===== The data =====

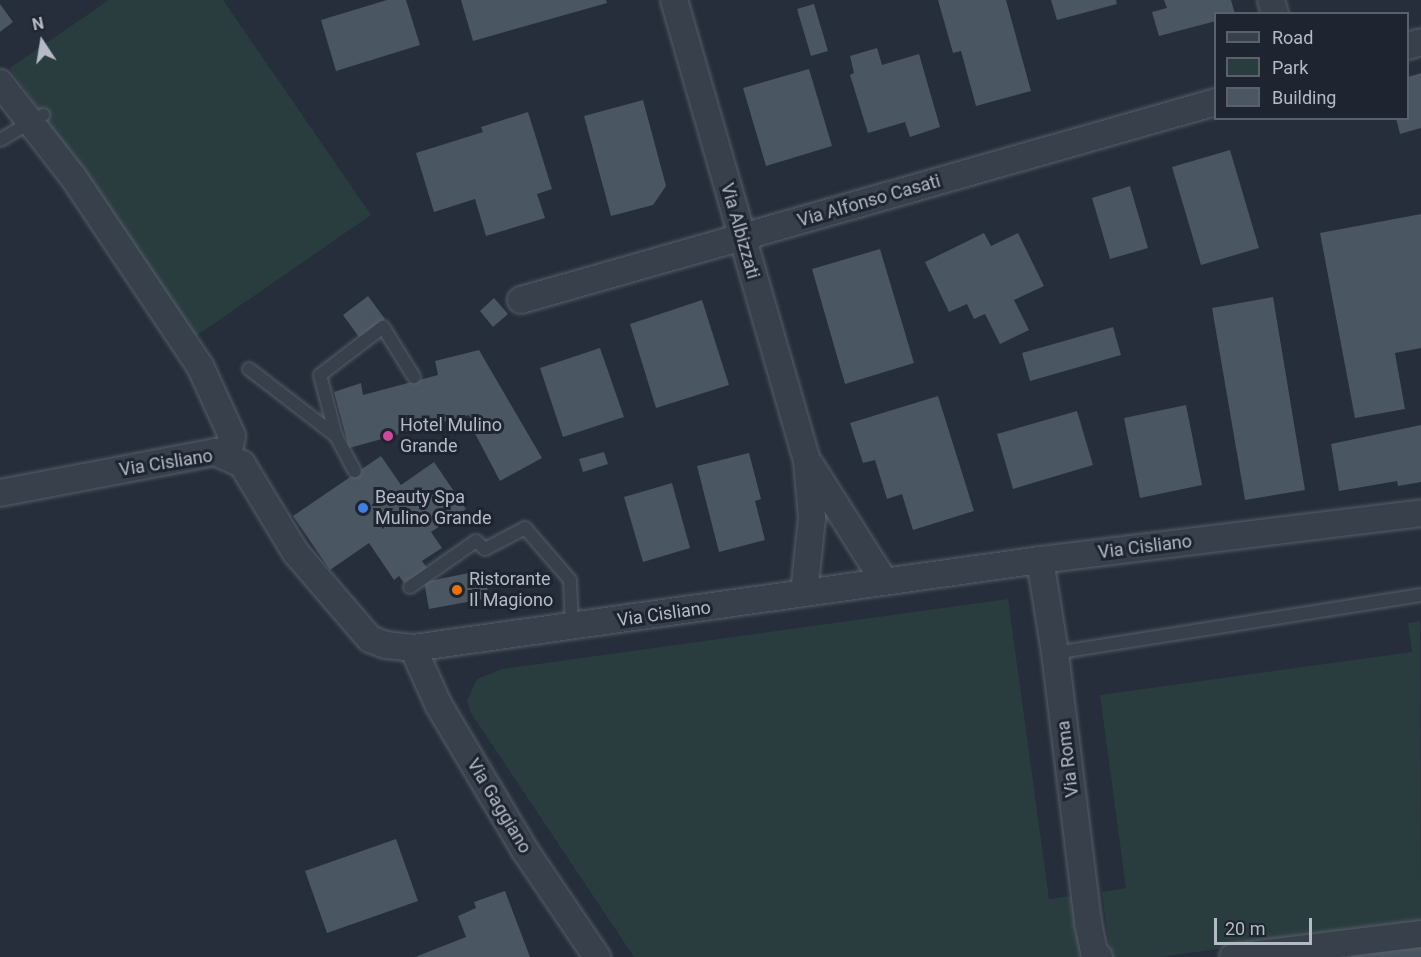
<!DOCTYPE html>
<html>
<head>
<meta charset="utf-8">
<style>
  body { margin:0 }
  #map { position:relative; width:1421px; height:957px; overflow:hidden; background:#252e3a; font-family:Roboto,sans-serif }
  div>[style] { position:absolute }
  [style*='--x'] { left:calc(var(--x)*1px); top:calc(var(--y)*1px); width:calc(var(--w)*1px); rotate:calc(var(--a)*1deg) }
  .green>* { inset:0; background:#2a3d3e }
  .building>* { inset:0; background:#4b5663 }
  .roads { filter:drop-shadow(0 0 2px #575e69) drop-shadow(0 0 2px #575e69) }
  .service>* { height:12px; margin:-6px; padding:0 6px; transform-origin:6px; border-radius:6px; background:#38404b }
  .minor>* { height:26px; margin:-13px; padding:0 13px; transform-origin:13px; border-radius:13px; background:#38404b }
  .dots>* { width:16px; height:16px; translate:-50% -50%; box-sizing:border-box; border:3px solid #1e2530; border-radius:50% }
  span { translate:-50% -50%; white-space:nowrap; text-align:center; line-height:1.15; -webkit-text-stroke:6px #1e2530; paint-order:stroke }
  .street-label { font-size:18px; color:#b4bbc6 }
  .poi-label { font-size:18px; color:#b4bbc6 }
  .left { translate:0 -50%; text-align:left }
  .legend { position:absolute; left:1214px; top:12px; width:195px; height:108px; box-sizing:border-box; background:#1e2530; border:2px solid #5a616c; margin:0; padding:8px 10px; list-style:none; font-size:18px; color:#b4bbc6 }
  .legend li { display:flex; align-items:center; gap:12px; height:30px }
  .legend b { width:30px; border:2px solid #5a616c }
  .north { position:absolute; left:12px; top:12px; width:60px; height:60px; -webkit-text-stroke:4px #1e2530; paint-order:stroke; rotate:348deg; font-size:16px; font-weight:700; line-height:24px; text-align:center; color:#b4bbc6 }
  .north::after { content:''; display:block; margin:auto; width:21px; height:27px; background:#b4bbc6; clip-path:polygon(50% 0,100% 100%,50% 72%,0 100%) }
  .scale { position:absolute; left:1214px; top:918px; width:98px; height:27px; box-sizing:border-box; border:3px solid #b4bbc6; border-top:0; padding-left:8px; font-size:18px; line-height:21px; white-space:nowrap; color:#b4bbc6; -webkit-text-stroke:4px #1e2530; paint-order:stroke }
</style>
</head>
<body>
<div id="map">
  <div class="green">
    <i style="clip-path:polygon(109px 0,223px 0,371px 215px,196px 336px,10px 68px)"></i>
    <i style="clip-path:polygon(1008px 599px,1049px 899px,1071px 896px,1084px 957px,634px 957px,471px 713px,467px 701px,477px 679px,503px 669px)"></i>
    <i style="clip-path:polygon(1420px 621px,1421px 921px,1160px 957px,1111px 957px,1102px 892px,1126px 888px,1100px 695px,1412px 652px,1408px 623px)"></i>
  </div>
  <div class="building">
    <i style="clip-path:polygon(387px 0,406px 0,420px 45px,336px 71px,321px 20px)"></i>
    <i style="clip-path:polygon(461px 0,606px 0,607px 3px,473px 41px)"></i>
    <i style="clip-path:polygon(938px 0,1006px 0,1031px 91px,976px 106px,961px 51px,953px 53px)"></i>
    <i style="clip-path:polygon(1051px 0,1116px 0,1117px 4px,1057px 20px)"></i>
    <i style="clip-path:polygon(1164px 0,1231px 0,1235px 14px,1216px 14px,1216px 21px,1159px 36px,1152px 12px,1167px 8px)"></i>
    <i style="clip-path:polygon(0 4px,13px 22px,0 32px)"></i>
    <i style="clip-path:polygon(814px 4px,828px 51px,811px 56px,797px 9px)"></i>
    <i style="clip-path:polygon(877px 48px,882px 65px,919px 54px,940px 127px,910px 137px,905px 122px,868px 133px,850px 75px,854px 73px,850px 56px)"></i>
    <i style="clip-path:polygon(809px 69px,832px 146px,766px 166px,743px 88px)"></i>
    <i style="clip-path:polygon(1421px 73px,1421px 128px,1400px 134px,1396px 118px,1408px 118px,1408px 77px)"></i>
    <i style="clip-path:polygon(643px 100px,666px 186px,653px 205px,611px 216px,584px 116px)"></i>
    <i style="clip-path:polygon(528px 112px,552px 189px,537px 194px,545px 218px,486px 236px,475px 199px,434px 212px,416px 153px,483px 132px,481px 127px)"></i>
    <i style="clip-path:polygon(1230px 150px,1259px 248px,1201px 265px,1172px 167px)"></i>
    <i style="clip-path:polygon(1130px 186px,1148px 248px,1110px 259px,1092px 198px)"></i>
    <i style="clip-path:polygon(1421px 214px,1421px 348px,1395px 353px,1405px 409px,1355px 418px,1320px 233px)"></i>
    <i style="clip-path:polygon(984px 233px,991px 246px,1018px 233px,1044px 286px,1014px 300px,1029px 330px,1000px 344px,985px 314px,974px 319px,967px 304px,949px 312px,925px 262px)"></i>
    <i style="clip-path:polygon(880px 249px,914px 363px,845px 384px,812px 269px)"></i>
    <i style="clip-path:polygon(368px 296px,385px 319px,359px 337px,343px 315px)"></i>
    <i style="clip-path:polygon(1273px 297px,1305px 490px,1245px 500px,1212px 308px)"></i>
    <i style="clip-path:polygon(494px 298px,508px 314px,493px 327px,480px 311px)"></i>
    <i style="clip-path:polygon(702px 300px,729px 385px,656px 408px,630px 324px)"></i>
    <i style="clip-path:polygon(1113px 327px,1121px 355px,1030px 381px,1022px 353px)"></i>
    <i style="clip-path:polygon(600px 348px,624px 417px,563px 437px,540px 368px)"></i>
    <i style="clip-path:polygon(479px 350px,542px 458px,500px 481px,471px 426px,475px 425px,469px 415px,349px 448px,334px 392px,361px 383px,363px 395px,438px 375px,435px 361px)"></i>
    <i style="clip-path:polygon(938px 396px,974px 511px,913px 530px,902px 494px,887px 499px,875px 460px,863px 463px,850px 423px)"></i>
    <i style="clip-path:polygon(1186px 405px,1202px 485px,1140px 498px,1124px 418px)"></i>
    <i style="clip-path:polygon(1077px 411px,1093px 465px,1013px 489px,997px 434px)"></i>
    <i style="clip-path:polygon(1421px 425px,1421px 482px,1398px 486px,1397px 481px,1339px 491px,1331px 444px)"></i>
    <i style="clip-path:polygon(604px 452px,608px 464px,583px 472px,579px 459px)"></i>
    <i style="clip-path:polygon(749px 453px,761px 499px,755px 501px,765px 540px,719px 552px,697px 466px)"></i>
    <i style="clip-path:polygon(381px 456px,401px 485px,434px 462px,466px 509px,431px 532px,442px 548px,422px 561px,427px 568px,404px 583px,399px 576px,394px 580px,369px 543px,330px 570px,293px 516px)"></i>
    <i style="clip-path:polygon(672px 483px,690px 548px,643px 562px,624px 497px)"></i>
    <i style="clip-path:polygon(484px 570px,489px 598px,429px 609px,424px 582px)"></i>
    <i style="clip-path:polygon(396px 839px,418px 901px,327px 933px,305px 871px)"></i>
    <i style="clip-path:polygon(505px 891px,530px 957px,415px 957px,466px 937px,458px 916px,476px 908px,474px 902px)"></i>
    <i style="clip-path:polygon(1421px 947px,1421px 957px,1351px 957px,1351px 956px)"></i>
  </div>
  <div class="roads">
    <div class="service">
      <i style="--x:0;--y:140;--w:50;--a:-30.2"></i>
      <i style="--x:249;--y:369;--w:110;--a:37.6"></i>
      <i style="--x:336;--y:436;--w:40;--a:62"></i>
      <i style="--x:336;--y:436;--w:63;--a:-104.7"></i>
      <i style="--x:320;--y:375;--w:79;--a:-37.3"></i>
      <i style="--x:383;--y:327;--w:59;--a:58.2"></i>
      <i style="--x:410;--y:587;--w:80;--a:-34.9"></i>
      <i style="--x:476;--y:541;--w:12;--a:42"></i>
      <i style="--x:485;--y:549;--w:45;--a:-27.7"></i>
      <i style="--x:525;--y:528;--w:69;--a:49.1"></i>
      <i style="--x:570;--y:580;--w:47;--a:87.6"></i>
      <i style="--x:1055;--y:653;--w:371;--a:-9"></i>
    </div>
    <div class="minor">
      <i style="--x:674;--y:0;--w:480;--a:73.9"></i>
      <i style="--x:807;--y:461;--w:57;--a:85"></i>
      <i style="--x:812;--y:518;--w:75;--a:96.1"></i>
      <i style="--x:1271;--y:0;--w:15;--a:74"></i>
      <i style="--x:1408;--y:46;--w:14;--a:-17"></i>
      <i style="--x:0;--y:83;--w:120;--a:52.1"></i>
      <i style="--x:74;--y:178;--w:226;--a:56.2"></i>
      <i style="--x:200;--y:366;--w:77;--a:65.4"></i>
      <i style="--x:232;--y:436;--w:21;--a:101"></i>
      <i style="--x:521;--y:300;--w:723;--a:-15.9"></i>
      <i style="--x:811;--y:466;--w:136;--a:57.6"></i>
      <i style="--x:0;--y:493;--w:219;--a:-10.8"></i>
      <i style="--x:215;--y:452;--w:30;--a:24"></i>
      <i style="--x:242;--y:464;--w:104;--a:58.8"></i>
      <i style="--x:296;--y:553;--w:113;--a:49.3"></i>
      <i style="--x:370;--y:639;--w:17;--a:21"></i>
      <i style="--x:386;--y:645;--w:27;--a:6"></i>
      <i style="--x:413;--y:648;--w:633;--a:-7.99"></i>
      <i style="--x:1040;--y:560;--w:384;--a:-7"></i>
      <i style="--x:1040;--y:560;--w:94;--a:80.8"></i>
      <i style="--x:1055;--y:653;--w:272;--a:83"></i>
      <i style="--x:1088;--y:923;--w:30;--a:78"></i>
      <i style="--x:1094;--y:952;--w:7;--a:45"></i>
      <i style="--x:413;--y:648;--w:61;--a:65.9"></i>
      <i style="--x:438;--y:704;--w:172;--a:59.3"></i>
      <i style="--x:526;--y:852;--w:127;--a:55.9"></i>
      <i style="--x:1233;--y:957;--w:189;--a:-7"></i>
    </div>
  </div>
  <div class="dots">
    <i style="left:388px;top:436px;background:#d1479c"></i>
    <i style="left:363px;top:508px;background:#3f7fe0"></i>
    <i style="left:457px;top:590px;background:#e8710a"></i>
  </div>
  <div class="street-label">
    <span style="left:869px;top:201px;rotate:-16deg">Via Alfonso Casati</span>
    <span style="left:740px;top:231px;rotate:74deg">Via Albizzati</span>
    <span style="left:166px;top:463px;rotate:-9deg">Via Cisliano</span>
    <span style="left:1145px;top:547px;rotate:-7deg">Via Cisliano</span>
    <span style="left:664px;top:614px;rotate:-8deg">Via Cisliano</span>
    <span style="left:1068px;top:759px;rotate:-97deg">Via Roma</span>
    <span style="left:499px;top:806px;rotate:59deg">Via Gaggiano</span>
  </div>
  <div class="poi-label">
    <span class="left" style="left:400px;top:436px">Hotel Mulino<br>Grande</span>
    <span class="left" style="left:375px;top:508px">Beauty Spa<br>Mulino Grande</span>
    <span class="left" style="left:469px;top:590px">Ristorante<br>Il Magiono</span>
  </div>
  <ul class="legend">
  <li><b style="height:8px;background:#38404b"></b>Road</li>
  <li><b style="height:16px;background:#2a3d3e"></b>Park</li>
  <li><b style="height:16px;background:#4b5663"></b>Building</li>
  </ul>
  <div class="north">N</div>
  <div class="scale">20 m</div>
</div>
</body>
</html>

=====

* _Work order_: Give an exact copy of the lines above from the line with "411px,1093px 465px,1013px 489px,997px" up to and including the line with "452px,608px 464px,583px 472px,579px", and leave everything else out.

* _Exercise answer_:
    <i style="clip-path:polygon(1077px 411px,1093px 465px,1013px 489px,997px 434px)"></i>
    <i style="clip-path:polygon(1421px 425px,1421px 482px,1398px 486px,1397px 481px,1339px 491px,1331px 444px)"></i>
    <i style="clip-path:polygon(604px 452px,608px 464px,583px 472px,579px 459px)"></i>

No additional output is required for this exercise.